KRİTİK NOKTA 2000 ÖNCESİ İNŞA EDİLEN YAPILAR
Bölgede bilhassa 2000 yılından evvel inşa edilen yapıların risk taşıdığını kaydeden Altunışık, “Elimizde Türkiye’nin tüm yapı stoku bilgileri var. Çabucak çabucak her vilayette durum birebir. 2000 yılından evvel inşa edilmiş yapıların zelzele açısından kâfi olmama durumu epeyce fazla. Kritik olan noktamız 2000 yılından evvel inşa edilmiş yapılardır. Bu bölgede dolgu üzerinde inşa edilmiş çok yapı var. Dolgu denilince akla tabanın gelmesi lazım. Makûs yere inşa edilmiş yapıları düşünmemiz lazım. İzmir zelzelesini hatırlayalım; sarsıntının merkezinin çok daha uzağında, makus tabanda meydana gelen sıvılaşmalardan ötürü çok fazla can kaybı yaşanmıştı. Dolgular dediğimiz noktalarda zelzele ivmeleri ve tesirleri artarak yapıya ulaşıyor. Bu da bizim dolgulardaki yapılarımızın sarsıntıya karşı daha hassas olduğunu ortaya çıkarıyor.

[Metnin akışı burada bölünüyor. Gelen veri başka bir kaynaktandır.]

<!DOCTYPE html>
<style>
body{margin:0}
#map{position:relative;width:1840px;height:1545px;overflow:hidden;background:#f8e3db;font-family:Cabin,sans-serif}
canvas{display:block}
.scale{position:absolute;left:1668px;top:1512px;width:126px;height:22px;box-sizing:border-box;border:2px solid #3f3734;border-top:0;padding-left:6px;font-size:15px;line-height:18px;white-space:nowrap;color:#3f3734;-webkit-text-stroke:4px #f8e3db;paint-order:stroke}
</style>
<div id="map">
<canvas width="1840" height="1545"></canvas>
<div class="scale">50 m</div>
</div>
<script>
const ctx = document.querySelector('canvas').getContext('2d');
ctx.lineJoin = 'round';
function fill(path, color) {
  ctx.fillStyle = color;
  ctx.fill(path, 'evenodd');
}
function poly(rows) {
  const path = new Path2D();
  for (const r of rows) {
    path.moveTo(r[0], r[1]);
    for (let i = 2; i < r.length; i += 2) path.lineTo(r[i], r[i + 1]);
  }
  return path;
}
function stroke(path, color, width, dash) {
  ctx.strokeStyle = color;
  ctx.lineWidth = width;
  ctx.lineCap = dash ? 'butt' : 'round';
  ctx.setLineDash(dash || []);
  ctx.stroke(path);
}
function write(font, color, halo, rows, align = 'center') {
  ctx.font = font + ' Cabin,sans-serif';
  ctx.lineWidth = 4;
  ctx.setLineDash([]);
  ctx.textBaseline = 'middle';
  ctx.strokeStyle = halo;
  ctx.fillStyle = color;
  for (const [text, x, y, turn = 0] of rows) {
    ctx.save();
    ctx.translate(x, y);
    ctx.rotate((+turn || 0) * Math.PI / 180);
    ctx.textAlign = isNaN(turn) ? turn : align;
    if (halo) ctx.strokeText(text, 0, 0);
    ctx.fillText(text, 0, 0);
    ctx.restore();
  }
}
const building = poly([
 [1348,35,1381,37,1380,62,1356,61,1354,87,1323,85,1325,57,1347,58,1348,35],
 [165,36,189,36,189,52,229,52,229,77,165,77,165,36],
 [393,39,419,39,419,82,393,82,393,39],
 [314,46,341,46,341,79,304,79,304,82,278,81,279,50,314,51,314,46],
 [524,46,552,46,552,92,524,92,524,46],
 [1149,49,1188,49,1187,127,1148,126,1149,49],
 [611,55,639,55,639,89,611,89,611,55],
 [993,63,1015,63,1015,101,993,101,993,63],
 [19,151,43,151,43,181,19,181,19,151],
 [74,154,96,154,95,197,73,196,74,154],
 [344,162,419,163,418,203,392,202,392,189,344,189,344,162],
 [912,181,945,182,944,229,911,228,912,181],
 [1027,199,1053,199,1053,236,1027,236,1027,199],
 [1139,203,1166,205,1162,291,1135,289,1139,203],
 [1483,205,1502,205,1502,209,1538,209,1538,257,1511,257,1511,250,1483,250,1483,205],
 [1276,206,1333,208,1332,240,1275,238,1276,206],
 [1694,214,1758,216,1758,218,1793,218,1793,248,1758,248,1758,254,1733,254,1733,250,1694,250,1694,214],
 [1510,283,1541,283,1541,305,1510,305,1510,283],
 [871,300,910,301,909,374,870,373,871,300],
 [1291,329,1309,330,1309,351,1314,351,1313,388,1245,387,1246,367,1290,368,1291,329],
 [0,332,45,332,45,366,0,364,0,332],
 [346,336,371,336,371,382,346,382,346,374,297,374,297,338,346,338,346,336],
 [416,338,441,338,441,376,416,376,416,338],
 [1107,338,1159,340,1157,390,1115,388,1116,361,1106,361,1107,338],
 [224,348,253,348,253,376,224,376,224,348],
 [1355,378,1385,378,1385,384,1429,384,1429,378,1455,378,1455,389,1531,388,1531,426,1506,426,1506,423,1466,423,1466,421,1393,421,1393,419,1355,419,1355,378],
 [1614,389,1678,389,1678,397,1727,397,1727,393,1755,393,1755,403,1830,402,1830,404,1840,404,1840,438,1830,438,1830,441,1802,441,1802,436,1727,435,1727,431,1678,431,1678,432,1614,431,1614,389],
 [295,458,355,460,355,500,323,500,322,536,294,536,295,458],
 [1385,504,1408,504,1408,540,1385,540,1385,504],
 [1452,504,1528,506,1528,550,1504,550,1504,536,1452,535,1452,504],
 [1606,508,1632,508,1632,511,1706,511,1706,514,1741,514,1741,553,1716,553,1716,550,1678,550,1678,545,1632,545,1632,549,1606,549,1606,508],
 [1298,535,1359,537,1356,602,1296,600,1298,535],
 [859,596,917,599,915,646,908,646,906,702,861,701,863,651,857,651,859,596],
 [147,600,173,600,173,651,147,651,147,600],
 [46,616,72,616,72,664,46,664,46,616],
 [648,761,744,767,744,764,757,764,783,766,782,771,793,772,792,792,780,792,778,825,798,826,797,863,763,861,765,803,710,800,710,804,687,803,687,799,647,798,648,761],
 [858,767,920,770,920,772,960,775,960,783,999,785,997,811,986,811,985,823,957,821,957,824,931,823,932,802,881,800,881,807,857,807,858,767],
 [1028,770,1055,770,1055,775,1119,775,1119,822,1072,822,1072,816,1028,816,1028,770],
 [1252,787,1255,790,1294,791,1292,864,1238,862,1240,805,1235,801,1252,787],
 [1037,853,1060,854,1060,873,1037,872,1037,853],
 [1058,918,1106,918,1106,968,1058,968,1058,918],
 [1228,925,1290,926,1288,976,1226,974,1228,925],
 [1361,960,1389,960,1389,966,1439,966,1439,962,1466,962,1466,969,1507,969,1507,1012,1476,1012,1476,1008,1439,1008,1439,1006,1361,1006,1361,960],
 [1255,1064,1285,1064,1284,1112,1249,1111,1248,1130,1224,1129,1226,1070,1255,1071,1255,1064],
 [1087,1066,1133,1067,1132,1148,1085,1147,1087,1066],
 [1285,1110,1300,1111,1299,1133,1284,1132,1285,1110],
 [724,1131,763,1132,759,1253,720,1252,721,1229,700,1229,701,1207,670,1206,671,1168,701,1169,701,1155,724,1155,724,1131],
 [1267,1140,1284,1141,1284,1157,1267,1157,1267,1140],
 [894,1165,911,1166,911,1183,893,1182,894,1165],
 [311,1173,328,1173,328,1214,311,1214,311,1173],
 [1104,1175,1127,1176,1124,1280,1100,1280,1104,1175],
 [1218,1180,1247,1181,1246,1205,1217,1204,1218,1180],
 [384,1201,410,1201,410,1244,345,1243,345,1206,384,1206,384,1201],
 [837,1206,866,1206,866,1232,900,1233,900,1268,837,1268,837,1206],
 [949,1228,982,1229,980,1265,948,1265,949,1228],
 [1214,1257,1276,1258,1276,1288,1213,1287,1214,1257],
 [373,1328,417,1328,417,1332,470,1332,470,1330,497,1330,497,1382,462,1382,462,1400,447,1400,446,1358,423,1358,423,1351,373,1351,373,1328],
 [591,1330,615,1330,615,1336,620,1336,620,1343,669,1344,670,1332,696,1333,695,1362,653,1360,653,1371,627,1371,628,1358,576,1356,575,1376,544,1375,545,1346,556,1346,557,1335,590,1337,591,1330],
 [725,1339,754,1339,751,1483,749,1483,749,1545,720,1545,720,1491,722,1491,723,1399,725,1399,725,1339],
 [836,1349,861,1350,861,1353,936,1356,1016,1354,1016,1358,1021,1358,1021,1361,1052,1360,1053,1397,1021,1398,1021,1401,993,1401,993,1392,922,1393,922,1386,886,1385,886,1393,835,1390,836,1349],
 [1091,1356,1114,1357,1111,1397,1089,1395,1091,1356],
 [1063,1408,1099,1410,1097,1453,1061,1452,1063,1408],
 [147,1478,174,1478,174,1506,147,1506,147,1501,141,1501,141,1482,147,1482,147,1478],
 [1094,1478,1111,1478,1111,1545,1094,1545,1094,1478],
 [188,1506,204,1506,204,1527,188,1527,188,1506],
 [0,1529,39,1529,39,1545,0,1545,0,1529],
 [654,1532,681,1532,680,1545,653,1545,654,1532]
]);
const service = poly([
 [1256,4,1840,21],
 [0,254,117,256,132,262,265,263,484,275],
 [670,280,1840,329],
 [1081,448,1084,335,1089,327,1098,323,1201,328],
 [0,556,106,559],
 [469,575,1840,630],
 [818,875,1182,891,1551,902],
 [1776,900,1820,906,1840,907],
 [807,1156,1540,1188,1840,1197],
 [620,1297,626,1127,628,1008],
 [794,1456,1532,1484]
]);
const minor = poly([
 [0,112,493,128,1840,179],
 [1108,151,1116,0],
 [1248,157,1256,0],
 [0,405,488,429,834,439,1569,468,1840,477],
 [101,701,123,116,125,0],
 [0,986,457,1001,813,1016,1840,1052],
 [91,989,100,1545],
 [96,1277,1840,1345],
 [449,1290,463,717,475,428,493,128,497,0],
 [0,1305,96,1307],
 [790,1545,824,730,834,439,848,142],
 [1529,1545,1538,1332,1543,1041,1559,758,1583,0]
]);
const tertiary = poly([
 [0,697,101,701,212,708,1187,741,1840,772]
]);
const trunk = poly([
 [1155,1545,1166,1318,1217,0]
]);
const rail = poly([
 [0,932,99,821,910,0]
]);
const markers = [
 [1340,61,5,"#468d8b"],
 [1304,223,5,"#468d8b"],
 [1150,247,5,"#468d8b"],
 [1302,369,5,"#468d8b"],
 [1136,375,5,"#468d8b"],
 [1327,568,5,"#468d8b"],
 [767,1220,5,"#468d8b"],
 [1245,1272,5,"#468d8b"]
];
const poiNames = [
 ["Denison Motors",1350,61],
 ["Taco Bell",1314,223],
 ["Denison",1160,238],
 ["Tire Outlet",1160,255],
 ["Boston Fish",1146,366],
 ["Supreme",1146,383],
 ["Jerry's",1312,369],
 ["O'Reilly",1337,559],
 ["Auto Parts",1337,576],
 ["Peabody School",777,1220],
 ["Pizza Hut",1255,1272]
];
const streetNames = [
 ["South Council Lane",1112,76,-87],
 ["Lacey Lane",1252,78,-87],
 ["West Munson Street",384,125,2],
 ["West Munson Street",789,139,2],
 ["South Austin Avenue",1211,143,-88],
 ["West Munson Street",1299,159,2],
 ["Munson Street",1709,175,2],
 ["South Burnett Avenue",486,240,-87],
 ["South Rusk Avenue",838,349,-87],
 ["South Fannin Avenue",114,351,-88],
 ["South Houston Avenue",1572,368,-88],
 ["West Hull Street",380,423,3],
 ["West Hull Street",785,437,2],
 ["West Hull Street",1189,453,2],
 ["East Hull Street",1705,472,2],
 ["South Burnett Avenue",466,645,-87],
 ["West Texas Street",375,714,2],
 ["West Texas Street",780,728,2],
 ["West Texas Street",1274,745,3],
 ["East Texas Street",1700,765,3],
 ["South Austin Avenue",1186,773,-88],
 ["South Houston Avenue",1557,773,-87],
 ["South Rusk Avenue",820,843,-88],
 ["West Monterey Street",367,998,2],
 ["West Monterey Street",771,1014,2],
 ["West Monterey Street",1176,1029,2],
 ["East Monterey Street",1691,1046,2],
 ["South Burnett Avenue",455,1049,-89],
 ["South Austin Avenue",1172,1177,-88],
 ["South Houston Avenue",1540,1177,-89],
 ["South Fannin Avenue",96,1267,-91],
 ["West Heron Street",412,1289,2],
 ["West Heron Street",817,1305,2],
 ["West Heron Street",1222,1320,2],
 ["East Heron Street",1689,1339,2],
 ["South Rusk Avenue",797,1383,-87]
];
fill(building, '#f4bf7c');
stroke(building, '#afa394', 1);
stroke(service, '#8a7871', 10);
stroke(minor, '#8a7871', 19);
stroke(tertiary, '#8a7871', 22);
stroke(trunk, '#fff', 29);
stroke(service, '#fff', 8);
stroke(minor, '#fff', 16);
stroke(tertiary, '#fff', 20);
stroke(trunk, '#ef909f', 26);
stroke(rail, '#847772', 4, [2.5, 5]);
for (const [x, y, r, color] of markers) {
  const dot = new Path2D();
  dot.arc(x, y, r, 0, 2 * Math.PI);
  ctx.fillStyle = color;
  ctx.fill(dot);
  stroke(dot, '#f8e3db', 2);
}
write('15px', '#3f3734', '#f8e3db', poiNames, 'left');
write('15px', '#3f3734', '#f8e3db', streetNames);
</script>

Sarsıntılardan sonra meydana gelen sıvılaşma en değerli tesirlerden bir tanesi” tabirlerini kullandı.
‘ÖNEMLİ KÜLFETLERDEN BİRİ KOROZYON’
Bölgenin kıymetli problemlerinden birinin de korozyon olduğunu vurgulayan Ahmet Can Altunışık, “Çok nemli bir bölgede yaşıyoruz. Şu an bodrum katı olan tüm binalarda yaşayanlar eline bir keser ve çekiç alsa, kolon kenarlarındaki pas hisselerini kaldırsa ve demirlerin büsbütün paslandığını görebilir. Korozyon, nemli bölgelerde ve bodrum katlarında çok daha fazla tesirli oluyor. Betonun içerisinde bulunan ve sarsıntı anında vazifesi olan yapılar eridiği vakit, mümkün bir felaketin habercisi olur. Bazen bir bina hiçbir şey olmadan zaten çöküyor; işte bunun bir örneği de budur” dedi.
TRABZON’UN YAPI STOĞU BELİRLENECEK
Bölgedeki riskli yapıların tespiti ve yapı stoku belirleme çalışmalarına değinen Altunışık, “Trabzon’da çok fazla eski yapı var. Belirlenmesi gereken kaçak yapılar da var. Vilayetimizin yapı stokunu ortaya çıkarmamız lazım. Çalışmamızın 1’inci kademesi yapı stokunun belirlenmesi. Bu çalışma; İstanbul, Sakarya, Bursa, İzmir ve Elazığ’da yapıldı. Trabzon’da bu vilayetlerin ortasında. Trabzon’da yapı stoku çalışmalarını başlatmak üzere 1 yıldır bir çalışma gerçekleştiriyorduk. Bakanlığımızdan da onayı alındı. Ortahisar ilçesi başta olmak üzere, 18 ilçede yapı stoku belirleme çalışmalarına başlıyoruz. 6 aylık müddette Ortahisar’daki tüm binaların durumunu ortaya koyacağız. Bu çalışmanın, Doğu Karadeniz’in öteki vilayetlerine yayılması için elimizden geleni yapacağız” diye konuştu.